Docosahexanoic Acid (DHA)
Omega fatty acids are essential unsaturated fatty acids with a double bond (C=C) starting after the third carbon atom from the end of the carbon chain.
Prominent & useful omega 3 fatty acids are EPA & DHA.
There is no Dietary Reference Intake (DRI) established. 2 to 4 grams (2000 to 4000 mg) of EPA and DHA daily.
Structure of DHA:
Mechanism of action:
- DHA inhibit the synthesis of inflammatory cytokines TNF α & IL 1beta. It competitively inhibits conversion of Arachidonic acid to the Pro-inflammatory ecosanide prostaglandins E2 & LT leukotin B4 thus reducing their synthesis.
- DHA inhibits 5- LOX (lipoxygenase) pathways responsible for conversion of arachidonic acid to inflammatory leukotrienes in nutrophiles & monocytes & can suppress phospholipids C-mediated signal transduction & also involved in inflammatory events.
Incorporation of EPA & DHA into articular cartilage chondrocyte membrane results in dose dependant reduction in the expression & activity of proteoglycon degrading enzyme.

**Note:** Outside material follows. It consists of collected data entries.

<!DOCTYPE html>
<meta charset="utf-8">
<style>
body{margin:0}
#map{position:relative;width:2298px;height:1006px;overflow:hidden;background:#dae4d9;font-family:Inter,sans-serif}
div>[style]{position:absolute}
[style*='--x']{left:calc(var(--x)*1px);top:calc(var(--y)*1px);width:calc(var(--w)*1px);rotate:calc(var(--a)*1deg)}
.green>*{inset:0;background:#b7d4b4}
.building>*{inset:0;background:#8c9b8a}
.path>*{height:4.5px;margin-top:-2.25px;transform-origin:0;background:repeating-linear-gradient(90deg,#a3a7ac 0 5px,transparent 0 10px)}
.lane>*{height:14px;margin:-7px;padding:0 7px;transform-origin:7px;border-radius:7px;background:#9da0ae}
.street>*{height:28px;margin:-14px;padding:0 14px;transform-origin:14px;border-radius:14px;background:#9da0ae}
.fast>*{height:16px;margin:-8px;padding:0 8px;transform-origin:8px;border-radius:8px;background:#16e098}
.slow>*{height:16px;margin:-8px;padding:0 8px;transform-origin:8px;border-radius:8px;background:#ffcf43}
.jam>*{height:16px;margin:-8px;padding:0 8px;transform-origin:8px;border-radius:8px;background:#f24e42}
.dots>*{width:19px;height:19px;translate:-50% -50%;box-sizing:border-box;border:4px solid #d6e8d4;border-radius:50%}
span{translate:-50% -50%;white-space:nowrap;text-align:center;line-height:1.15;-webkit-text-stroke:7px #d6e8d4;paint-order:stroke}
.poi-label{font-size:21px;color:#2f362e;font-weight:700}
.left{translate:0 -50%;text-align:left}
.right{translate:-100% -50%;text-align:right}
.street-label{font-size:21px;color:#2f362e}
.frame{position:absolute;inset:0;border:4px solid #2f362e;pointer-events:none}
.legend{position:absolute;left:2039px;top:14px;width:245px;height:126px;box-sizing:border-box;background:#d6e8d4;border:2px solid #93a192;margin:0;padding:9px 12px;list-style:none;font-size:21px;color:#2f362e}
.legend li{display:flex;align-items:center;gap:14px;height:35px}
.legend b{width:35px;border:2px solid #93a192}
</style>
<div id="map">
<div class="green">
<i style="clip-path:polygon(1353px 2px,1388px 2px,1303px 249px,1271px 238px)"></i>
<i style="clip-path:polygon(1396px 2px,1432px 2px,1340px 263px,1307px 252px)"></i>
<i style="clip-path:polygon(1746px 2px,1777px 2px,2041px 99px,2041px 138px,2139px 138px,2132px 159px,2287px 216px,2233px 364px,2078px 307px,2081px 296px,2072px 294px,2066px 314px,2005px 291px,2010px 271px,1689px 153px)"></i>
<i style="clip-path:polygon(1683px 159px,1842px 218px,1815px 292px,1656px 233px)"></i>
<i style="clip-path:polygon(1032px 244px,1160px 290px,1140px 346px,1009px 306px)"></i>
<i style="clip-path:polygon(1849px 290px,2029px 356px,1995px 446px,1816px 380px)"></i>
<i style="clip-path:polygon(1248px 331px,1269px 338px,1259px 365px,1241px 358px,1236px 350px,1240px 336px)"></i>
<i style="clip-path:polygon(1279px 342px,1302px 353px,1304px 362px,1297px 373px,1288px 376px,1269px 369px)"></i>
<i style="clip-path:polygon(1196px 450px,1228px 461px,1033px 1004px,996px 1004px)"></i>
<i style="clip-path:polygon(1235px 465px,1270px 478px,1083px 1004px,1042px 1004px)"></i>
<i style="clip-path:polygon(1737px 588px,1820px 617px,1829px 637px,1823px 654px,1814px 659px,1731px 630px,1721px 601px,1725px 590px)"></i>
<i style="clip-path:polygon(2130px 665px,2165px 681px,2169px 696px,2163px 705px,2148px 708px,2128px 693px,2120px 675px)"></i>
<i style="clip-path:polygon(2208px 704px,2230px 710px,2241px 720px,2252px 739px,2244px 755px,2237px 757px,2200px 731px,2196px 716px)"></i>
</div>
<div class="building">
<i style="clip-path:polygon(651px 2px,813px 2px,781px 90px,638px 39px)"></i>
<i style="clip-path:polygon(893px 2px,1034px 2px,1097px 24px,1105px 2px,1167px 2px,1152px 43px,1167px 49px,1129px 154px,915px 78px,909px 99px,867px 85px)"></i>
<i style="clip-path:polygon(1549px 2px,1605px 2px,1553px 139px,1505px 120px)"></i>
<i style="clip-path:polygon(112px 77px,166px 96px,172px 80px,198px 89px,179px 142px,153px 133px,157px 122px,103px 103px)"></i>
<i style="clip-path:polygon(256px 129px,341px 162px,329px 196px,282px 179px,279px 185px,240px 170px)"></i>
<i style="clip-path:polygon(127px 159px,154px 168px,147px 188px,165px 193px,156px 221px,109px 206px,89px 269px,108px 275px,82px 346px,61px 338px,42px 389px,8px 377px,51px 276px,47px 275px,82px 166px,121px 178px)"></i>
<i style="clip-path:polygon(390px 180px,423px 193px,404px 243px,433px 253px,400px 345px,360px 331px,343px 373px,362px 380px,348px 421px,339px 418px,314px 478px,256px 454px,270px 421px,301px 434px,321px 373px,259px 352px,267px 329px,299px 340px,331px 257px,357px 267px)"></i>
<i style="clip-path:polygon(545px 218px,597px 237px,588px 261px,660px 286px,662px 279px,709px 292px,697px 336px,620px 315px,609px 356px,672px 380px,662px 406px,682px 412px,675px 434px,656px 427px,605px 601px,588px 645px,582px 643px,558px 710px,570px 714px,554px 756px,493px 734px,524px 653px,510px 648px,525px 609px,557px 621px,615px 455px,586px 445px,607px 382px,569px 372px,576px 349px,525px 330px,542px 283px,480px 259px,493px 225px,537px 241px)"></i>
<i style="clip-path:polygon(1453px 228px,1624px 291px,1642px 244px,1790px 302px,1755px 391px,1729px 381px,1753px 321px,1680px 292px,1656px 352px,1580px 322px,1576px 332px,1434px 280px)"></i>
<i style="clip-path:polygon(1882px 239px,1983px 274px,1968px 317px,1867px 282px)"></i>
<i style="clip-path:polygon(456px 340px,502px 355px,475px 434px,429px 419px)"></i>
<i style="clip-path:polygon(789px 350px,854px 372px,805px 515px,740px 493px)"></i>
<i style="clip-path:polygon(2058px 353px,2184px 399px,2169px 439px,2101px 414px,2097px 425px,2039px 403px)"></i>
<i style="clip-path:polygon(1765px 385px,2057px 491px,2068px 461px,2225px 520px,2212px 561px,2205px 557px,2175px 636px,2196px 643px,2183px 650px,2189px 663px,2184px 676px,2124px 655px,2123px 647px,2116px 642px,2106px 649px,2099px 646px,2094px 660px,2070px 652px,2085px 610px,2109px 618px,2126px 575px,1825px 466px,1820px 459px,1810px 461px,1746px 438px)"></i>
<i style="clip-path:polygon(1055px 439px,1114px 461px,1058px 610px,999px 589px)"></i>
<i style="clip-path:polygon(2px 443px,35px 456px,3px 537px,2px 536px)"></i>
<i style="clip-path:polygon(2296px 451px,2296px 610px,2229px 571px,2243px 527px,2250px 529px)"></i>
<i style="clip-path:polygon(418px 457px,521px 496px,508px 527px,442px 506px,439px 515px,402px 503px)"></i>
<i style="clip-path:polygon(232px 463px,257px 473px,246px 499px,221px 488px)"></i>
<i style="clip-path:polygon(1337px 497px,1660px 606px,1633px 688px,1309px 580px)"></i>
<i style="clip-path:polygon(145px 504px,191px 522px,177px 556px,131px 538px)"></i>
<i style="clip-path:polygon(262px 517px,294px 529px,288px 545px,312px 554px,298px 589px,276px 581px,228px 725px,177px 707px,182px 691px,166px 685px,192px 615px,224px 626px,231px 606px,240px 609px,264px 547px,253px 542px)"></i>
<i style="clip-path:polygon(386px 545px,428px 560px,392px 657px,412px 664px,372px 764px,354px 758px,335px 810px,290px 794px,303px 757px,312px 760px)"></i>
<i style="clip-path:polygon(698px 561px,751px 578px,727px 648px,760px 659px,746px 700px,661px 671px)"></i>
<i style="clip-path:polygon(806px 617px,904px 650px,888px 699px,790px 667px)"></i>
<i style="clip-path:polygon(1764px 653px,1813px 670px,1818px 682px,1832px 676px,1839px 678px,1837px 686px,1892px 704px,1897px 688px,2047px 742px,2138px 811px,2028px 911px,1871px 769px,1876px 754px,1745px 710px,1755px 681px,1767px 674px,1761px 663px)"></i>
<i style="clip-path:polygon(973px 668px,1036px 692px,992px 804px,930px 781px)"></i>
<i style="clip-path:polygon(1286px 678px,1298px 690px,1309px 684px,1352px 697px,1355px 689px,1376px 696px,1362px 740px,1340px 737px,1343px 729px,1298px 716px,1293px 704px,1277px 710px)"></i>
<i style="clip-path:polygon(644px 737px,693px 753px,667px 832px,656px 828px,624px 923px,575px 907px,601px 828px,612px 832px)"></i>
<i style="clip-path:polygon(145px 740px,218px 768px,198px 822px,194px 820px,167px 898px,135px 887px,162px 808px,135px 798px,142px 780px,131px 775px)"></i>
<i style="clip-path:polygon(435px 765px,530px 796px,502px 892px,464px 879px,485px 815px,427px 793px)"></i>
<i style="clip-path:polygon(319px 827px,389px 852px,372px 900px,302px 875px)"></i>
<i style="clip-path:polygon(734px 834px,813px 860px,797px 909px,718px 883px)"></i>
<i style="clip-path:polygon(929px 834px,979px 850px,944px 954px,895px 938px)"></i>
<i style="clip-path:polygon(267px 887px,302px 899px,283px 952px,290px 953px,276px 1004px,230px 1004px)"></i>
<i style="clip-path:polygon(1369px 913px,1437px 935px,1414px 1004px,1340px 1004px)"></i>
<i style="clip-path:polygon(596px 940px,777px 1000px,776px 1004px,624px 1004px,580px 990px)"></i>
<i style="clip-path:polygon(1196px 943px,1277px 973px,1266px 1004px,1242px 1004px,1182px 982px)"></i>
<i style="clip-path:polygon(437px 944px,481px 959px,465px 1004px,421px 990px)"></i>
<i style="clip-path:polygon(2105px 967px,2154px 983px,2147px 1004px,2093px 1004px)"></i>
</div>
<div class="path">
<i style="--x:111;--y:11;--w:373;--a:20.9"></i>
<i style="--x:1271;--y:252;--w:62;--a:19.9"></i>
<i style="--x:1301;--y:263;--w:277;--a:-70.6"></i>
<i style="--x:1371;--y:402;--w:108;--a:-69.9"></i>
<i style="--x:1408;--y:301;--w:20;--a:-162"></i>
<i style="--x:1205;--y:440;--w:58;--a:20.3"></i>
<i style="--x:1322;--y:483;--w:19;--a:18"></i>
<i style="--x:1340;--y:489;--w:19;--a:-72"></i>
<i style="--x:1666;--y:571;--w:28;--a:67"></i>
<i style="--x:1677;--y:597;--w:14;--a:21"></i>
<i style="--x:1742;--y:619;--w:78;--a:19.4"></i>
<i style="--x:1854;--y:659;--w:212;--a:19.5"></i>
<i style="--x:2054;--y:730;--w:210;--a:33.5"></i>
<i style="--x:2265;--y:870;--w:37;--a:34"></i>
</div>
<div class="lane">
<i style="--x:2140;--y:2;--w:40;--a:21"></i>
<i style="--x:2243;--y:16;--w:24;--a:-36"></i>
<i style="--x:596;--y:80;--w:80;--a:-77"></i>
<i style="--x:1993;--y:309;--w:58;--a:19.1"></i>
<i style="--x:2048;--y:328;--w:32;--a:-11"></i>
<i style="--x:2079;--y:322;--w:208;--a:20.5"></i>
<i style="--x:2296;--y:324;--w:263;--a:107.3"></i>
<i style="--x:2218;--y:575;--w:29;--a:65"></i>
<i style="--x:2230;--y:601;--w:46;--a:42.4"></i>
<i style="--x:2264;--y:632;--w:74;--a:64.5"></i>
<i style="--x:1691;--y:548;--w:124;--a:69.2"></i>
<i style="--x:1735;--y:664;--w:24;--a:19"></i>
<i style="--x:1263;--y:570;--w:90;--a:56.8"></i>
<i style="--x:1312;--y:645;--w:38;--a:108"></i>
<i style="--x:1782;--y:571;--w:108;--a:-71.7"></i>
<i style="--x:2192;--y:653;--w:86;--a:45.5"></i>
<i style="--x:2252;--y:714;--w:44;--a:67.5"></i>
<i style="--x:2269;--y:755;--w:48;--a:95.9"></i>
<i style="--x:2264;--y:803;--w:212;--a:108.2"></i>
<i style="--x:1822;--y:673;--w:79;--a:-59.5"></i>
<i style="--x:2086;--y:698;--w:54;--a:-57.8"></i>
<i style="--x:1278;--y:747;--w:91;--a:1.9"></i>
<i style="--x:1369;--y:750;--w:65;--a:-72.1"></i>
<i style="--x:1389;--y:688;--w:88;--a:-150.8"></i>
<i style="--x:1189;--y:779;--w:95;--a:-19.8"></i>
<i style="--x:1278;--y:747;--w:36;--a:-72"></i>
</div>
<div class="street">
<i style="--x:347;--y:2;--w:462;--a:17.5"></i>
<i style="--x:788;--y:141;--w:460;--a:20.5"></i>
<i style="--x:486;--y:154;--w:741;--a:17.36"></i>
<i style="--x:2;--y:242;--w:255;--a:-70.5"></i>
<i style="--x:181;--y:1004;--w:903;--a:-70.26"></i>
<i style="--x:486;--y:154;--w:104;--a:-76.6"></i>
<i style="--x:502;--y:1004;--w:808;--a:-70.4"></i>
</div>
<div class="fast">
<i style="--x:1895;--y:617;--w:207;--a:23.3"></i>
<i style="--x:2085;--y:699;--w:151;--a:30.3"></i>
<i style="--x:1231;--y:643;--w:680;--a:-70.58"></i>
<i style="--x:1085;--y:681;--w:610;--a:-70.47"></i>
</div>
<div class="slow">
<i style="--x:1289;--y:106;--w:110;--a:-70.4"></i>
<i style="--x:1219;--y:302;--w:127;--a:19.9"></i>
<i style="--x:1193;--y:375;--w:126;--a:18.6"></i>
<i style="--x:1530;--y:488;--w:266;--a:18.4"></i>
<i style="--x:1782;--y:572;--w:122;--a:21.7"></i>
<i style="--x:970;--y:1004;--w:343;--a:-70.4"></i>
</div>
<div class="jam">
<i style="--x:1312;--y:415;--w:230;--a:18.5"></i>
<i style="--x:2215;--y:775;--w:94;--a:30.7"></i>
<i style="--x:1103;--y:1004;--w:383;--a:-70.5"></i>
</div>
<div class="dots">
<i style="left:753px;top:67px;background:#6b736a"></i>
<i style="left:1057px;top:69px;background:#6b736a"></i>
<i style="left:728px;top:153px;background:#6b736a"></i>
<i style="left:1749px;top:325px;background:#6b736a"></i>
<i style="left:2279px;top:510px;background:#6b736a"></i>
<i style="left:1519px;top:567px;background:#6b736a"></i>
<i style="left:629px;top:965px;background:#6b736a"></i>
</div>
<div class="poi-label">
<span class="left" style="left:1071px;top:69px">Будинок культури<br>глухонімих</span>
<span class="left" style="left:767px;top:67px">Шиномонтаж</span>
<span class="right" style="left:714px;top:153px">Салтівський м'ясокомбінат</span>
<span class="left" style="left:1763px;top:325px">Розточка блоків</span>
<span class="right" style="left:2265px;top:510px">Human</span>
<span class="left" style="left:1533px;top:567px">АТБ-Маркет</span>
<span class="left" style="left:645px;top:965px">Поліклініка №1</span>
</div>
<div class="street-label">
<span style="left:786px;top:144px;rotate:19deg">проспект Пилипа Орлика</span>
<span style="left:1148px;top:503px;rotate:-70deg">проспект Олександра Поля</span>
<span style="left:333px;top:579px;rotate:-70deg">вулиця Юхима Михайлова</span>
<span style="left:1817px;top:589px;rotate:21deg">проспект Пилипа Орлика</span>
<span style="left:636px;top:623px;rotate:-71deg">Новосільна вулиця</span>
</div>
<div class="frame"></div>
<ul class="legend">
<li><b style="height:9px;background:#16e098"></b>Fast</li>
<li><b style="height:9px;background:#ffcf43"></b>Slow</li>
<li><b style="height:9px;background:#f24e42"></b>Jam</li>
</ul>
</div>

DHA is generally associated with EPA & they are intercovertable.
EPA & DHA triacyl glycerol, after ingestion, undergo hydrolysis via lipase to form monoglycerol & free fatty acids.
Then EPA & DHA are transported by circulation to various tissues on the body where they are mainly used for the synthesis of phospholipids.
Phospholipids further incorporated in the cell membrane of RBC, platelets & CNS. DHA is taken up by brain in preference to other fatty acid.
- Clinical evidence is strongest for heart disease and problems that contribute to heart disease, but omega-3 fatty acids may also be used for:
- Reducing triglyceride levels.
- Reducing blood pressure in people with untreated hypertension.
- It reduces the risk of heart diseases.
- Helps to control diabetes.
- Fish oil helps reduce symptoms of Rheumatic Arthritis, including joint pain and morning stiffness.
- Omega-3 fatty acids may help increase levels of calcium in the body and improve bone strength.
- Help to treat depression symptoms.